Sobre tal pilar de la decisión, si bien no pasa por alto esta Sala que de las pruebas allegadas a la acción de amparo se desprende que con antelación a la entrega en vigencia del sistema general de pensiones no medió afiliación al ISS, lo cierto es que el ad quem, como se mencionó, en la decisión confutada se adentró en la definición del derecho bajo el marco normativo previsto en el Acuerdo 049 de 1990 aprobado por el Decreto 758 de ese mismo año. El razonamiento efectuado, esto es, la imposibilidad de contabilizar periodos que no fueron cotizados al fondo de pensiones, corresponde a una hermenéutica respetable de la disposición en comento, a más que el Tribunal para su fundamentación indicó los hechos y circunstancias que causaron su convencimiento en el caso concreto y soportó su decisión en la valoración de las pruebas decretadas y recaudadas dentro del proceso, acorde con lo que de ellas emana, sin que en la misma se advierta una actuación subjetiva y arbitraria del juzgador, pues no desborda el límite de lo razonable y la simple divergencia interpretativa no constituye una vía de hecho.
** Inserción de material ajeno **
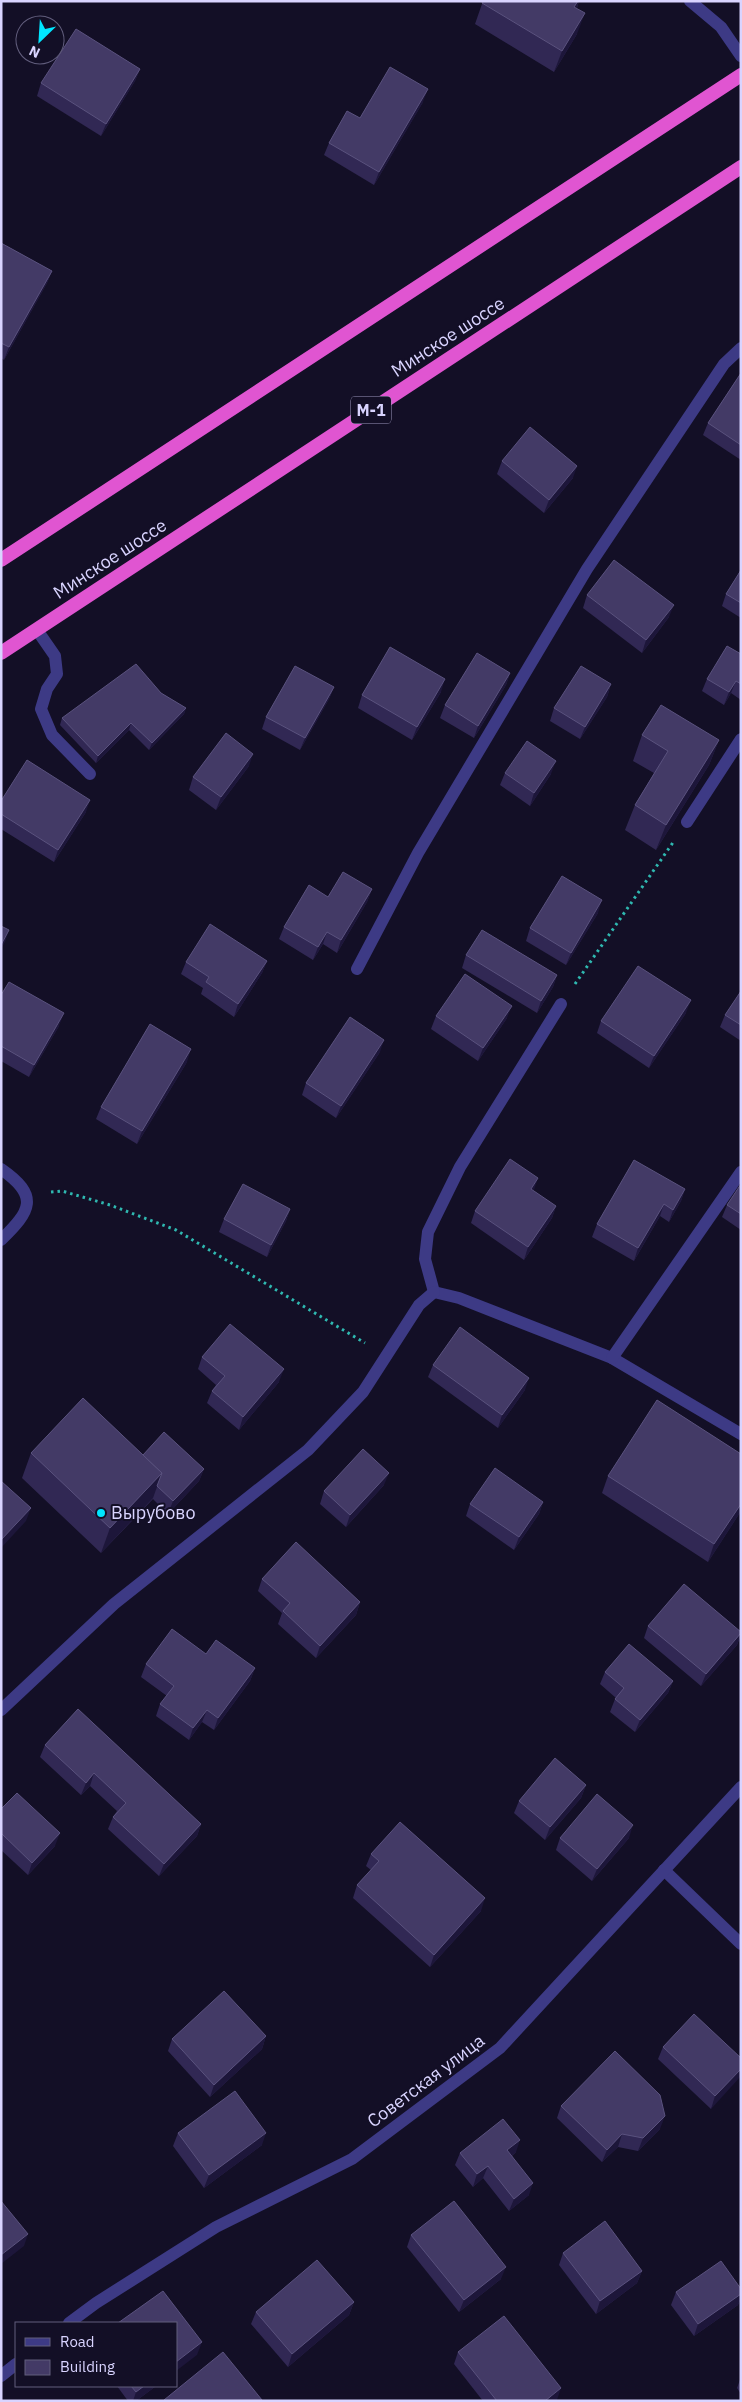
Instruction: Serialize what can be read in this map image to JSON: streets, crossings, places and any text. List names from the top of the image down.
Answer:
{
  "streets": {
    "highway": ["Минское шоссе", "М-1"],
    "street": ["Советская улица"]
  },
  "places": ["Вырубово"],
  "legend": ["Road", "Building"],
  "north": "bottom left"
}
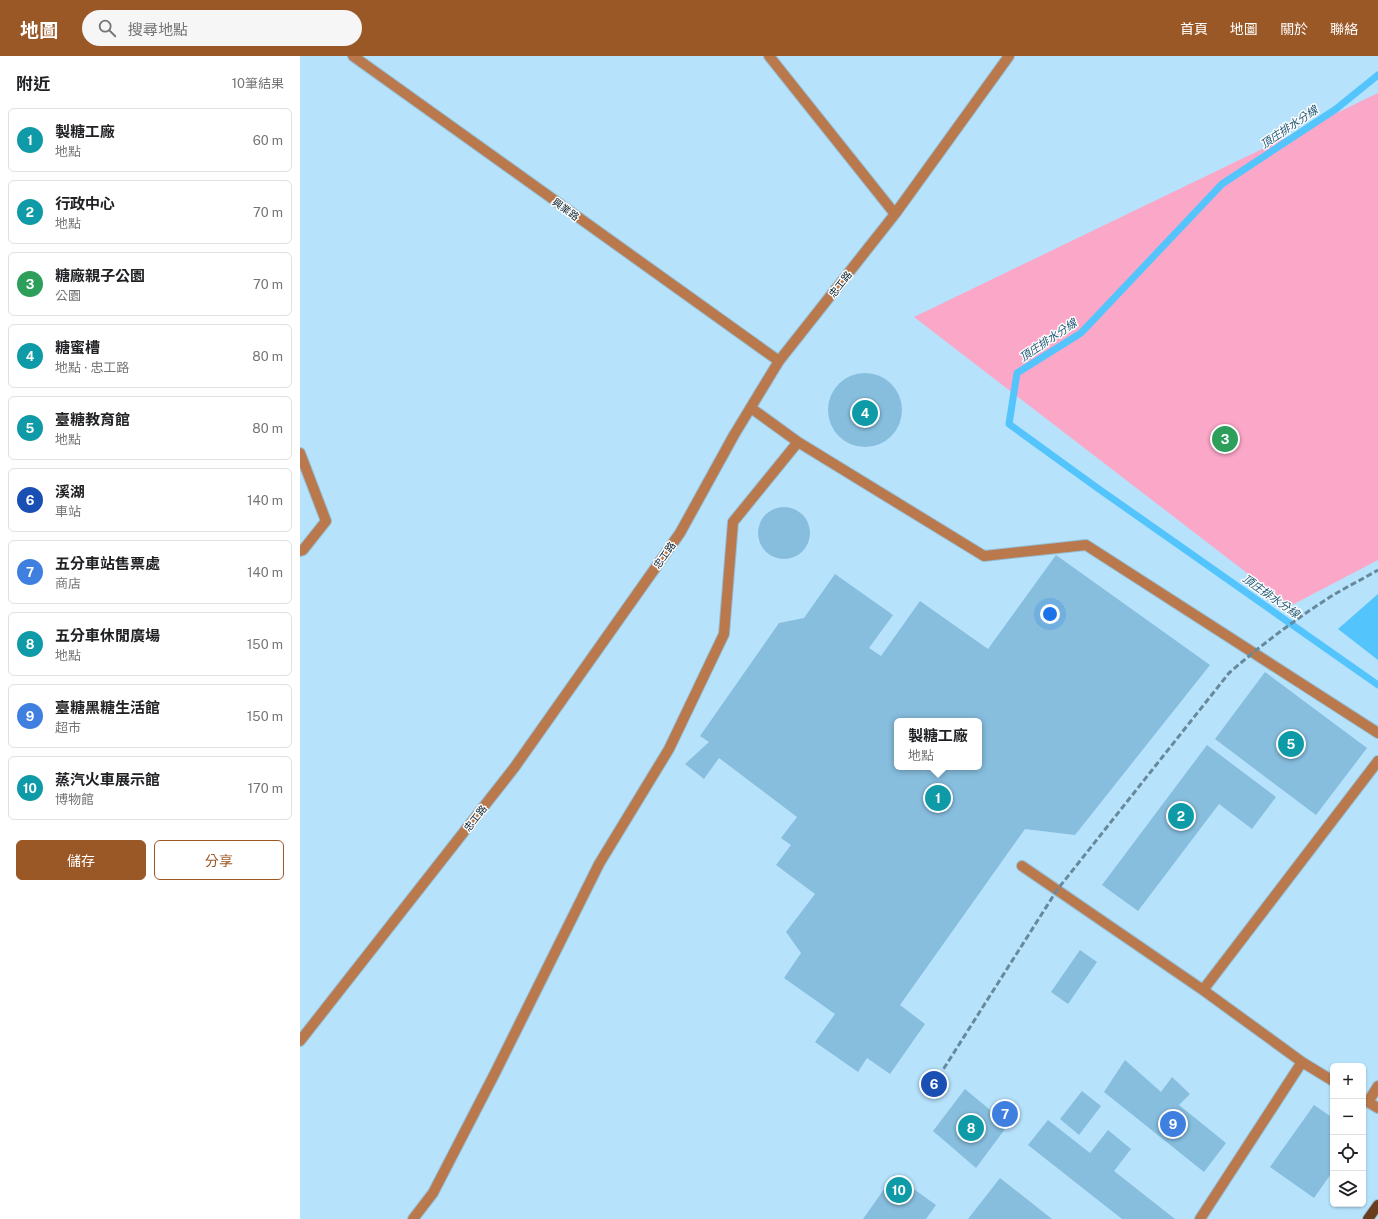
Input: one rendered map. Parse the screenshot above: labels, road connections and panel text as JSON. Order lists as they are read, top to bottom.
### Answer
{
  "streets": {
    "street": ["興業路", "忠工路"]
  },
  "crossings": [
    ["興業路", "忠工路"]
  ],
  "water": ["頂庄排水分線"],
  "page": {
    "header": "地圖",
    "search": "搜尋地點",
    "nav": [
      "首頁",
      "地圖",
      "關於",
      "聯絡"
    ],
    "heading": ["附近", "10筆結果"],
    "list": [
      {
        "mark": "1",
        "name": "製糖工廠",
        "note": "地點",
        "value": "60 m"
      },
      {
        "mark": "2",
        "name": "行政中心",
        "note": "地點",
        "value": "70 m"
      },
      {
        "mark": "3",
        "name": "糖廠親子公園",
        "note": "公園",
        "value": "70 m"
      },
      {
        "mark": "4",
        "name": "糖蜜槽",
        "note": "地點 · 忠工路",
        "value": "80 m"
      },
      {
        "mark": "5",
        "name": "臺糖教育館",
        "note": "地點",
        "value": "80 m"
      },
      {
        "mark": "6",
        "name": "溪湖",
        "note": "車站",
        "value": "140 m"
      },
      {
        "mark": "7",
        "name": "五分車站售票處",
        "note": "商店",
        "value": "140 m"
      },
      {
        "mark": "8",
        "name": "五分車休閒廣場",
        "note": "地點",
        "value": "150 m"
      },
      {
        "mark": "9",
        "name": "臺糖黑糖生活館",
        "note": "超市",
        "value": "150 m"
      },
      {
        "mark": "10",
        "name": "蒸汽火車展示館",
        "note": "博物館",
        "value": "170 m"
      }
    ],
    "pins": [
      "4",
      "3",
      "5",
      "1",
      "2",
      "6",
      "7",
      "9",
      "8",
      "10"
    ],
    "popup": ["製糖工廠", "地點"],
    "buttons": ["儲存", "分享"],
    "map_buttons": ["+", "−"]
  }
}
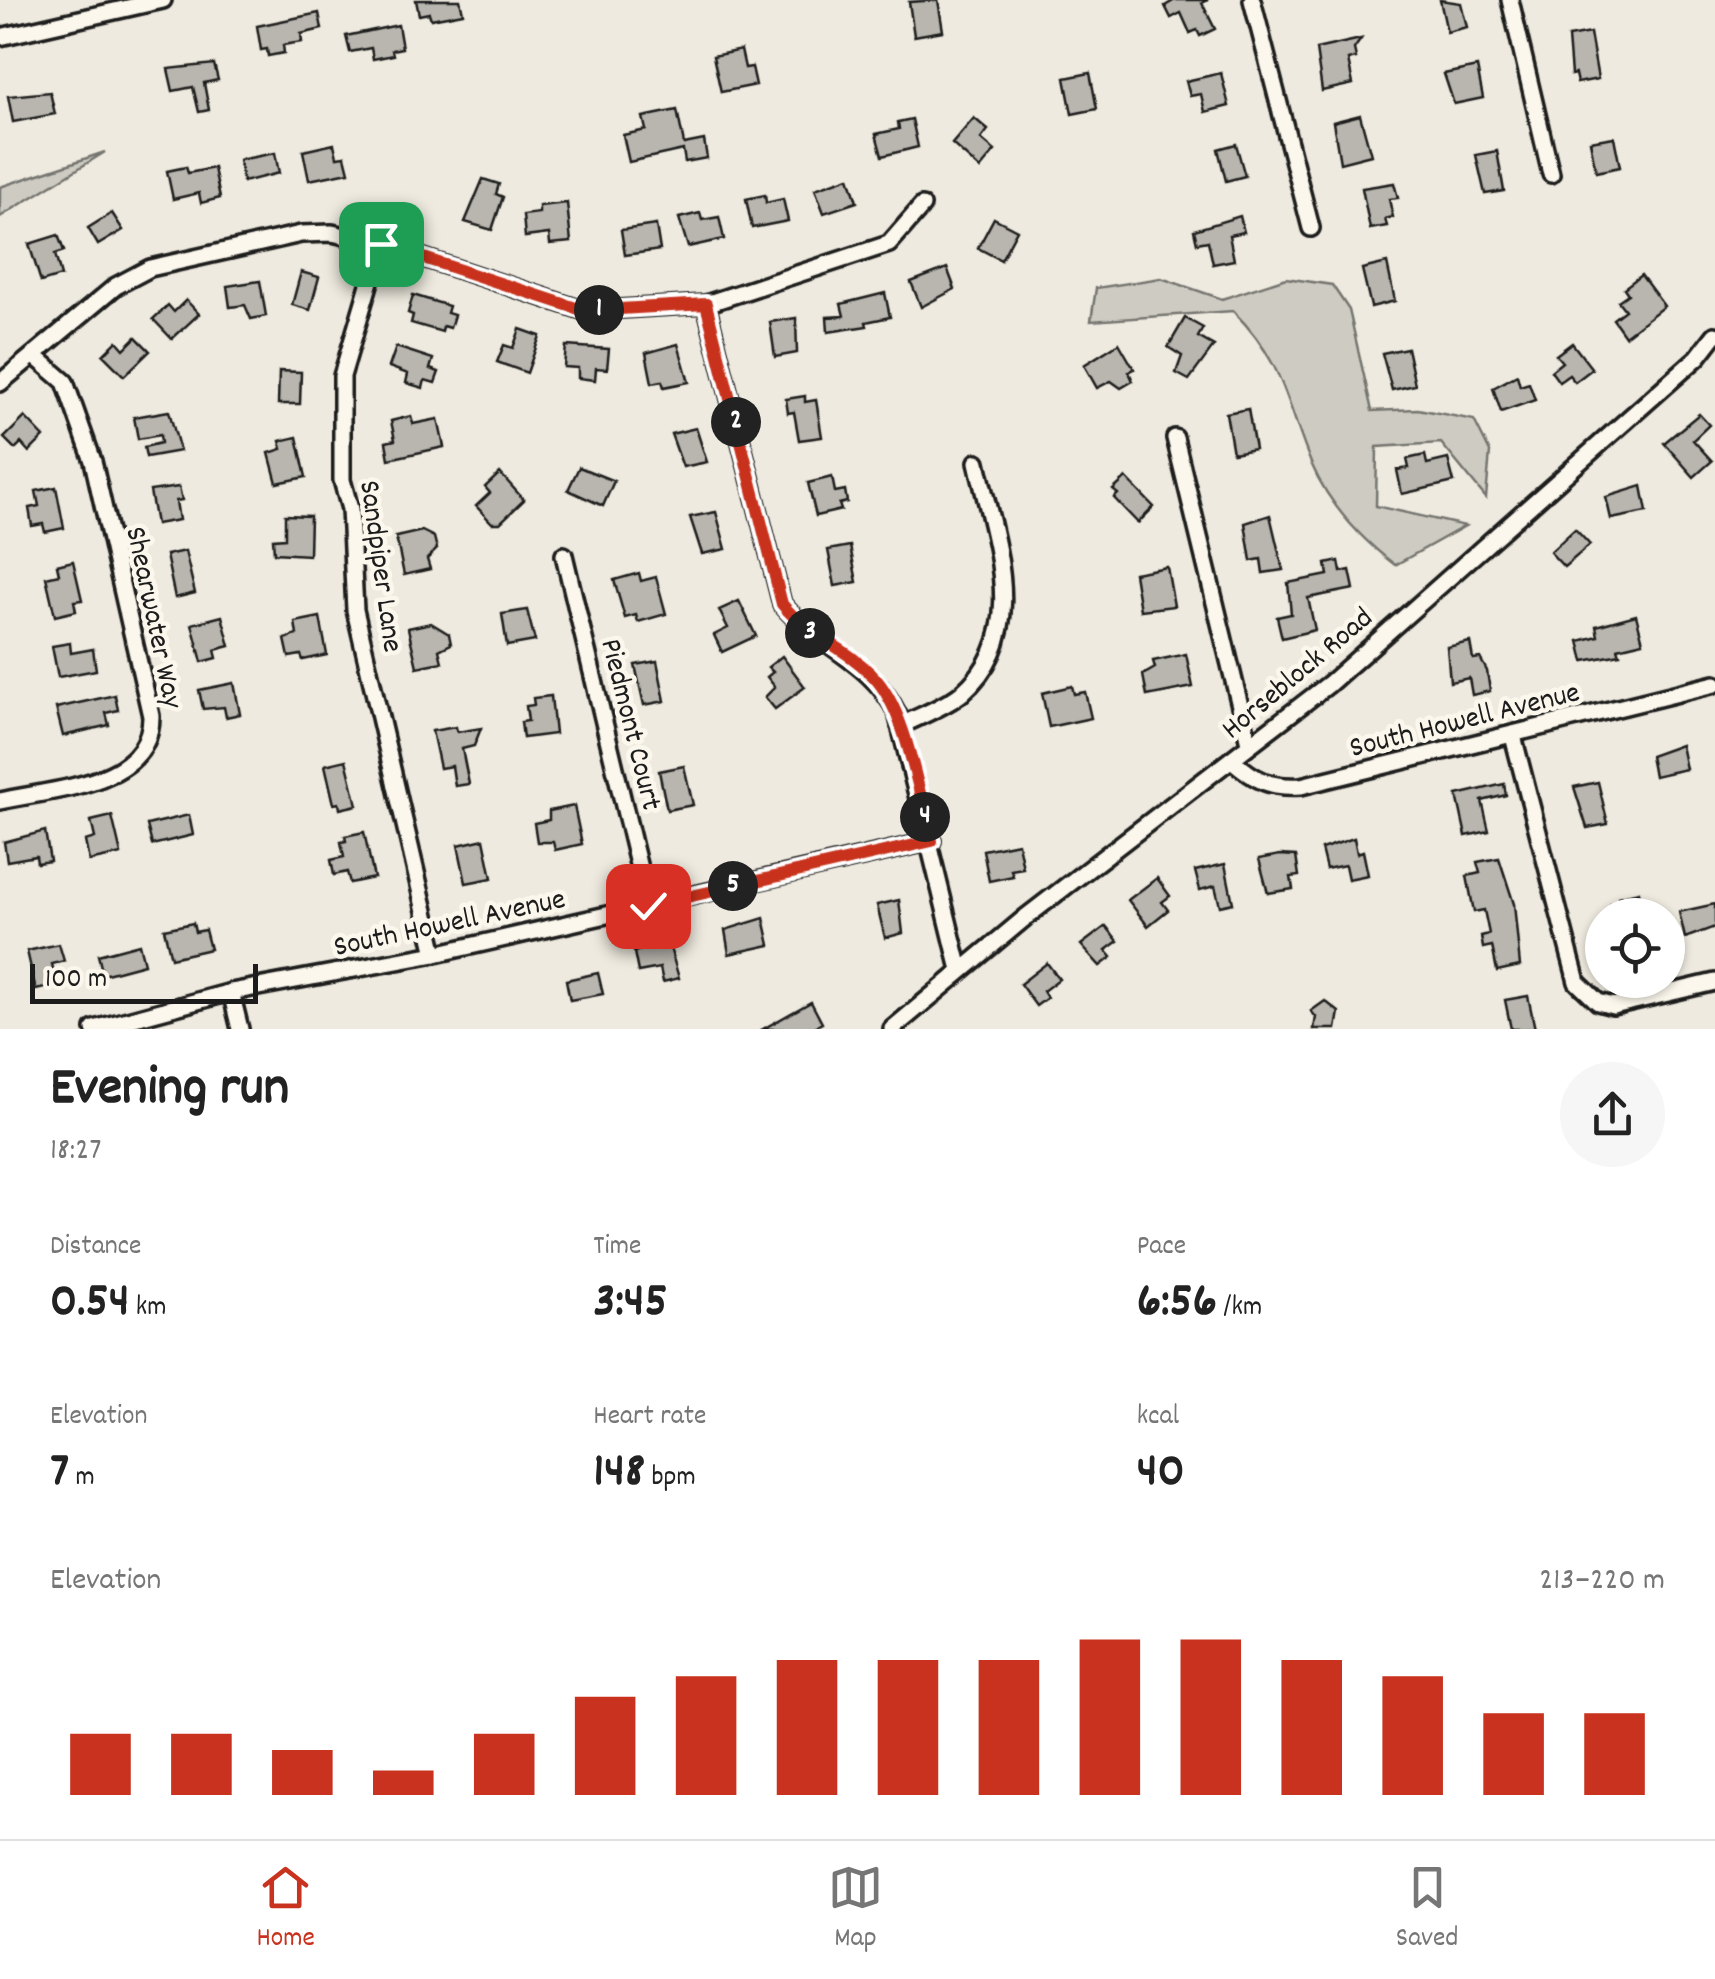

Incluso tal postura, consistente en que el Acuerdo 049 de 1990, aprobado por el Decreto 758 de igual año, no permite acumular tiempo servido en el sector público con semanas cotizadas en el Instituto de Seguros Sociales, para efectos de reconocer las prestaciones allí estatuidas, se acompasa con el criterio reiterado de esta Sala de la Corte, tal como se manifestó en sentencia CSJ SL16104-2014, en donde se dijo: Esta Corporación en pacífica y reiterada jurisprudencia, ha señalado que para los beneficiarios del régimen de transición cuyo régimen anterior sea el del Seguro Social contenido en el A. 049/1990, aprobado por el D. 758 del mismo año, la exigencia del número de semanas debe entenderse como aquellas efectivamente cotizadas al I.S.S., puesto que en el aludido acuerdo no existe una disposición que permita adicionar a las semanas cotizadas, el tiempo servido en el sector público, como sí acontece a partir de la L. 100/1993 para las pensiones que se rijan en su integridad por ella, o como también puede ocurrir respecto a la pensión de jubilación por aportes prevista en la L. 71/1988, según el criterio expuesto en sentencia CSJ SL4457-2014.
Por otra parte, en punto a la posibilidad prevista en el parágrafo del art. 36 de la L. 100/1993 de acumular semanas cotizadas al I.S.S. o a cajas, fondos o entidades de previsión social con tiempos laborados en el sector oficial, esta Sala de Casación reiteradamente ha precisado que dicha disposición hace referencia a la pensión de vejez de que trata el artículo 33 de esa misma ley.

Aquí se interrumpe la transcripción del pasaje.